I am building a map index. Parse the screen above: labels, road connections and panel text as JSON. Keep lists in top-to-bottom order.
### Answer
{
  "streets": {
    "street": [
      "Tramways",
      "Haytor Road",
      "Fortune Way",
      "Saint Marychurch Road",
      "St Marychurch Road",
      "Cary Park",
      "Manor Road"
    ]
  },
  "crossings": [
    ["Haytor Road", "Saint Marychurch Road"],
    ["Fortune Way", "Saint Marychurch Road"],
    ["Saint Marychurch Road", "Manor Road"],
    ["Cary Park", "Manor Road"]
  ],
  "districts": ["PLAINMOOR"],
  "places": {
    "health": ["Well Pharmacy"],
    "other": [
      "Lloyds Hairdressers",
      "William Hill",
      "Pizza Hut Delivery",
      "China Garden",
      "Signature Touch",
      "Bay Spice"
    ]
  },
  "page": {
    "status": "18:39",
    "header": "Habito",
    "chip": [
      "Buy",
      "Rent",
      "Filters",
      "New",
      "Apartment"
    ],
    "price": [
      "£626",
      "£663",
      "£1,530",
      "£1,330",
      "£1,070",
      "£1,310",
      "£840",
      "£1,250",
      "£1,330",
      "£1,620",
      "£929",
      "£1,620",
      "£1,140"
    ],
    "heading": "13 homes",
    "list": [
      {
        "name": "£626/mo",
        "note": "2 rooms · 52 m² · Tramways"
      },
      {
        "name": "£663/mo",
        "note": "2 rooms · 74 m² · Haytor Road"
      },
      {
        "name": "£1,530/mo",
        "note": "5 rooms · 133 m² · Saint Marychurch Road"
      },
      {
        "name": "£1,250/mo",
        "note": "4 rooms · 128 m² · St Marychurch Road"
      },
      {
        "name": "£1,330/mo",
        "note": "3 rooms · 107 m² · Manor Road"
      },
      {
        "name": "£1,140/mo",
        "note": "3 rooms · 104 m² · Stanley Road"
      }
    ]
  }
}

Description of the task: Could you show every line of the listing that holds the string "rooms"?

Expected output:
        "note": "2 rooms · 52 m² · Tramways"
        "note": "2 rooms · 74 m² · Haytor Road"
        "note": "5 rooms · 133 m² · Saint Marychurch Road"
        "note": "4 rooms · 128 m² · St Marychurch Road"
        "note": "3 rooms · 107 m² · Manor Road"
        "note": "3 rooms · 104 m² · Stanley Road"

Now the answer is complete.